Tel le marronnier journalistique, le débat sur l’utilisation des services Cloud pour les documents et données publiques refait surface régulièrement au gré de l’actualité, des failles de sécurité informatiques ou des projets de cloud souverain menés par l’État français.

Quiconque n’étant pas archiviste s’intéresse à ce sujet est rapidement confronté à une lecture passablement étonnante : la note du 5 avril 2016 sur l’informatique en nuage rédigée conjointement par le Service interministériel des Archives des France (SIAF) et la Direction générale des collectivités locales (DGCL). Que nous dit cette note ? En mauvais élève, dévoilons la conclusion avant de nous attarder sur les développements et analyses. Il est strictement interdit d’héberger des données publiques dans des services Cloud dont les datacenters ne sont pas localisés sur le territoire français. Fermez le ban, circulez, il n’y a rien à voir. Voilà une sentence qui ne semble souffrir aucune discussion, et pourtant.
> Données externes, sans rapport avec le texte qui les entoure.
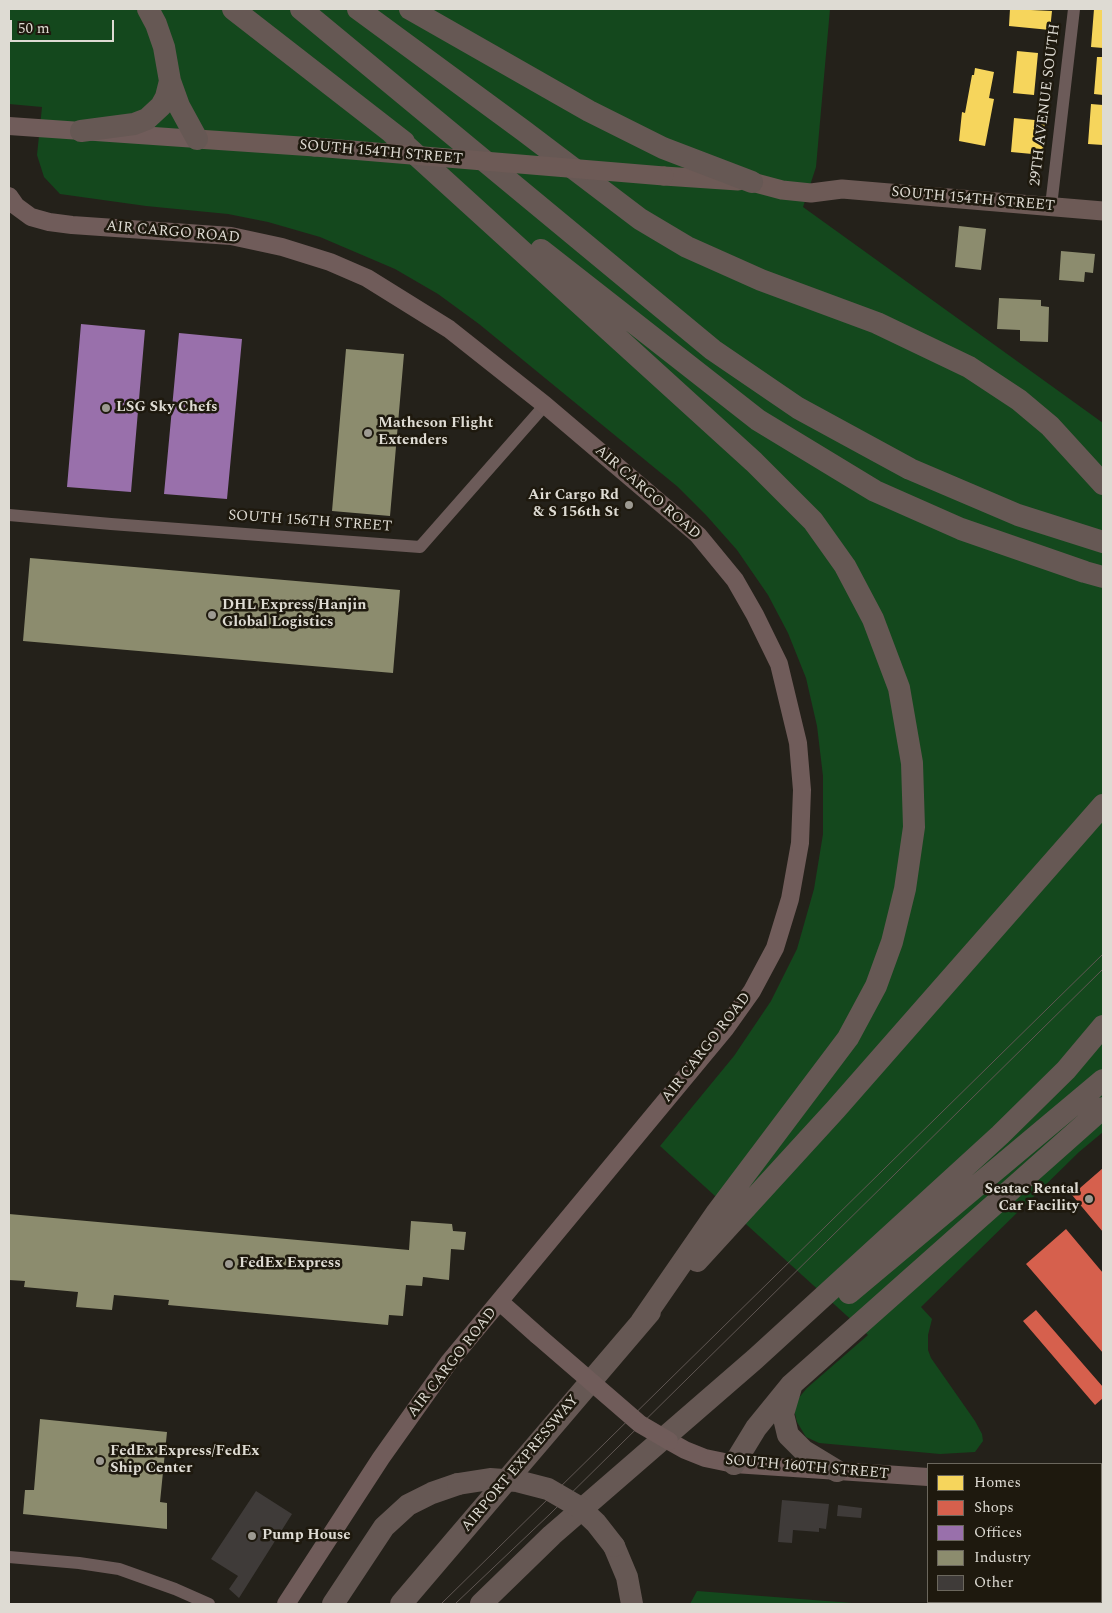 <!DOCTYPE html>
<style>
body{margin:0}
#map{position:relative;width:1112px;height:1613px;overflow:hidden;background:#24211a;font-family:Spectral,serif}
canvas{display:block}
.frame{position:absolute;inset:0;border:10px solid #dedbd3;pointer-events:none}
.legend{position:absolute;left:927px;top:1463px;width:175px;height:140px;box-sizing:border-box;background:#1e190e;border:1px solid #6b675d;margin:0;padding:6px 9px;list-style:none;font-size:15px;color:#dedbd3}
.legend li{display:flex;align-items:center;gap:10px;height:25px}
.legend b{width:25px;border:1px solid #6b675d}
.scale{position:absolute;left:10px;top:20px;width:104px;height:22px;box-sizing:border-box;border:2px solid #dedbd3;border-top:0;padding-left:6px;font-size:15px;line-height:18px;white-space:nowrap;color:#dedbd3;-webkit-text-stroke:4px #1e190e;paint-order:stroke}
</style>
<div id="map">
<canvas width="1112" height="1613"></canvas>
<div class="frame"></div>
<ul class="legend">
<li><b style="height:14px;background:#f6d55c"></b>Homes</li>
<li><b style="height:14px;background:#d6604d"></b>Shops</li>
<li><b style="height:14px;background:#9970ab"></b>Offices</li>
<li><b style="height:14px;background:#8c8c6e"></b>Industry</li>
<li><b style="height:14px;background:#3f3b39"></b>Other</li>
</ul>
<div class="scale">50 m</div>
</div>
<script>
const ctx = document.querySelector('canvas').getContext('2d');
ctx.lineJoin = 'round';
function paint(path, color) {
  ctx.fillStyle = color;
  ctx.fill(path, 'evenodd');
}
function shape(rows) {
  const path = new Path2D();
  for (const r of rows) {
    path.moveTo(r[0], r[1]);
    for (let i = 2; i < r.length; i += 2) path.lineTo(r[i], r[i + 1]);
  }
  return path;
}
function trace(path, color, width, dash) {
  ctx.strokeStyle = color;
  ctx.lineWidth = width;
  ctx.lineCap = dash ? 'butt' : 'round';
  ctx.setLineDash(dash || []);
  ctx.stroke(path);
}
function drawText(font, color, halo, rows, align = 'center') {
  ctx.font = font + ' Spectral,serif';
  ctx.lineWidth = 5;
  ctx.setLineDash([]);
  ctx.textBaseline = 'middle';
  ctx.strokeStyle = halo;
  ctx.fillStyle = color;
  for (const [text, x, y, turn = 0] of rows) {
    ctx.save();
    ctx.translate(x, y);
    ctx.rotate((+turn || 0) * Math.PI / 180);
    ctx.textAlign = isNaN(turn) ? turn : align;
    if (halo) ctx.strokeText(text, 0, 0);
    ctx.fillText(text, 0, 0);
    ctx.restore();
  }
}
paint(shape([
 [9,9,830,9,816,167,803,207,1103,423,1103,1132,1079,1152,921,1307,932,1319,928,1335,928,1350,931,1358,975,1421,982,1434,983,1441,975,1452,940,1454,819,1443,806,1437,797,1422,794,1410,797,1400,807,1388,868,1335,660,1146,734,1056,771,1001,797,949,814,889,823,834,823,776,817,726,806,678,788,633,768,595,737,550,706,515,678,487,479,324,438,294,395,269,320,237,268,222,228,214,146,206,60,194,44,177,37,155,42,107,9,104],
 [697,1591,865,1604,690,1604]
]), '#14481d');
paint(shape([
 [1010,9,1052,11,1050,30,1009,26],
 [1094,9,1103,9,1103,48,1091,47],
 [1017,51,1038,53,1034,95,1013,93],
 [1097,57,1103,57,1103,95,1094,94],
 [975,68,994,72,989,98,994,99,985,146,959,141,962,112,965,113,972,75,974,75],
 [1091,104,1103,105,1103,145,1088,144],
 [1014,118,1045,121,1043,155,1011,152]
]), '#f6d55c');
paint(shape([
 [1103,1168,1103,1232,1072,1195],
 [1066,1229,1103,1273,1103,1353,1026,1264],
 [1036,1310,1103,1387,1103,1398,1095,1405,1023,1321]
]), '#d6604d');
paint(shape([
 [81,324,145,330,131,492,67,487],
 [179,333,242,339,227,499,164,494]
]), '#9970ab');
paint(shape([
 [959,226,986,229,981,270,955,267],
 [1061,251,1095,254,1093,273,1085,272,1084,282,1059,280],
 [999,298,1041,300,1041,306,1049,307,1048,342,1020,341,1020,330,997,329],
 [346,349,404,354,390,516,332,511],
 [30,558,400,590,393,673,23,641],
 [9,1214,409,1250,411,1221,452,1224,453,1231,466,1232,464,1250,451,1249,449,1280,423,1277,422,1286,406,1285,403,1316,389,1315,388,1325,168,1305,169,1300,114,1295,112,1310,76,1307,78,1292,24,1287,25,1281,9,1280],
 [40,1419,167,1432,160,1502,167,1503,167,1529,23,1514,25,1490,34,1490]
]), '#8c8c6e');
paint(shape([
 [256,1491,292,1514,239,1598,229,1589,238,1576,211,1559],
 [782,1500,829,1504,826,1529,819,1528,819,1532,793,1530,792,1543,778,1542],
 [838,1505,862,1508,861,1518,837,1516]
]), '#3f3b39');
trace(shape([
 [1051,206,1074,9],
 [9,515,111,524,420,547,545,405],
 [9,1557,79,1563,119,1569,175,1589,209,1604]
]), '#6c5b59', 12);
trace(shape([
 [9,126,197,139],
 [9,196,16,206,31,217,49,222,72,225,231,236,282,247,330,262,367,278,449,329,545,405,698,535,735,580,755,615,779,664,798,743,802,790,800,843,790,899,775,948,752,991,725,1029,449,1362,381,1458,286,1604],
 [500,1302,537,1335],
 [669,1441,685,1450,705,1458,734,1464,928,1477],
 [1101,1490,1103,1490]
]), '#705c5a', 18);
trace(shape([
 [197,139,315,147],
 [664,176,738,181],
 [752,182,782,190,811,193,842,189,1103,211]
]), '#6d5a56', 19);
trace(shape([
 [148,9,156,24,164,47,170,81,179,106,197,139],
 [233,9,404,142],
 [301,9,713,350,798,408,910,469,1018,515,1103,542],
 [358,9,524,131,640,219,687,247,761,280,877,323,969,367,1019,400,1050,426,1103,484],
 [410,9,589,111,663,148,752,182],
 [81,131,134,124,147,119,161,106,166,97,170,81],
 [392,133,754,462,813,521,845,566,873,619,899,688,912,763,914,827,905,889,892,942,876,986,848,1038,717,1212,641,1322],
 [541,250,758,420,875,491,961,529,1085,572,1103,577],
 [697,1261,836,1109,1103,805],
 [849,1293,1103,1080],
 [791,1387,783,1414,788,1435,804,1451,837,1471],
 [734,1464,756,1428,791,1385,1103,1108],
 [614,1546,627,1577,632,1604],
 [333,1604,384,1527,408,1505,432,1493,458,1484],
 [401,1604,650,1312],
 [481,1604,552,1535,755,1359,1000,1135,1066,1070,1103,1026]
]), '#665854', 22);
trace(shape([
 [441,1604,1103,954],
 [455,1604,550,1514,1103,969]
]), '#605753', 1);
trace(shape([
 [537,1335,640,1424,669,1441]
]), '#705c5a', 18);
trace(shape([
 [315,147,664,176]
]), '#6d5a56', 19);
trace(shape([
 [458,1484,490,1479,517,1481,548,1489,579,1507,596,1523,614,1546]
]), '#665854', 22);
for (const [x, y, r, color] of [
 [106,408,5,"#9d9a92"],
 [368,433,5,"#9d9a92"],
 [629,505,5,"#9d9a92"],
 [212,615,5,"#9d9a92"],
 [1089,1199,5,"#9d9a92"],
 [229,1264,5,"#9d9a92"],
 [100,1461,5,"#9d9a92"],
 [252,1536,5,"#9d9a92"]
]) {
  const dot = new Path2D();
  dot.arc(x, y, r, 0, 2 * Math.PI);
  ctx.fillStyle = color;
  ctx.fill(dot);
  trace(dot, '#1e190e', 2);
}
drawText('15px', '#dedbd3', '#1e190e', [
 ["29TH AVENUE SOUTH",1046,105,-83],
 ["SOUTH 154TH STREET",381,153,5],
 ["SOUTH 154TH STREET",973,200,5],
 ["AIR CARGO ROAD",173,233,5],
 ["AIR CARGO ROAD",647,493,41],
 ["SOUTH 156TH STREET",310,522,4],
 ["AIR CARGO ROAD",707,1048,-52],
 ["AIR CARGO ROAD",453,1363,-52],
 ["AIRPORT EXPRESSWAY",521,1464,-50],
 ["SOUTH 160TH STREET",807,1468,5]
]);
drawText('bold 15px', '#dedbd3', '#1e190e', [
 ["LSG Sky Chefs",116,408],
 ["Matheson Flight",378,424],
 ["Extenders",378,441],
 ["Air Cargo Rd",619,496,"right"],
 ["& S 156th St",619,513,"right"],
 ["DHL Express/Hanjin",222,606],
 ["Global Logistics",222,623],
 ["Seatac Rental",1079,1190,"right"],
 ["Car Facility",1079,1207,"right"],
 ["FedEx Express",239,1264],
 ["FedEx Express/FedEx",110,1452],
 ["Ship Center",110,1469],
 ["Pump House",262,1536]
], 'left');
</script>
Pourtant cette note a suscité l’incompréhension dans le monde de l’IT mais aussi plus globalement au sein des organisations publiques ayant couramment usage aux services de géants de l’infonuagique ne garantissant plus que rarement un stockage sur le territoire français. Curieusement la communauté des archivistes semble favorable à cette interdiction ou du moins peu de voix se sont faites entendre pour apporter quelques bémols.
 Revenons donc en arrière et voyons de plus près comment le SIAF, avec l’appui de la DGCL, a pu aboutir à édicter cette interdiction. L’analyse juridique repose principalement sur le Code du patrimoine. Services Cloud, données publiques, Code du Patrimoine… Quel lien ? Pour citer Noe Wagener il s’agit d’un syllogisme d’école. Reconnaissons au moins à cette note d’être un exercice intellectuel de premier ordre.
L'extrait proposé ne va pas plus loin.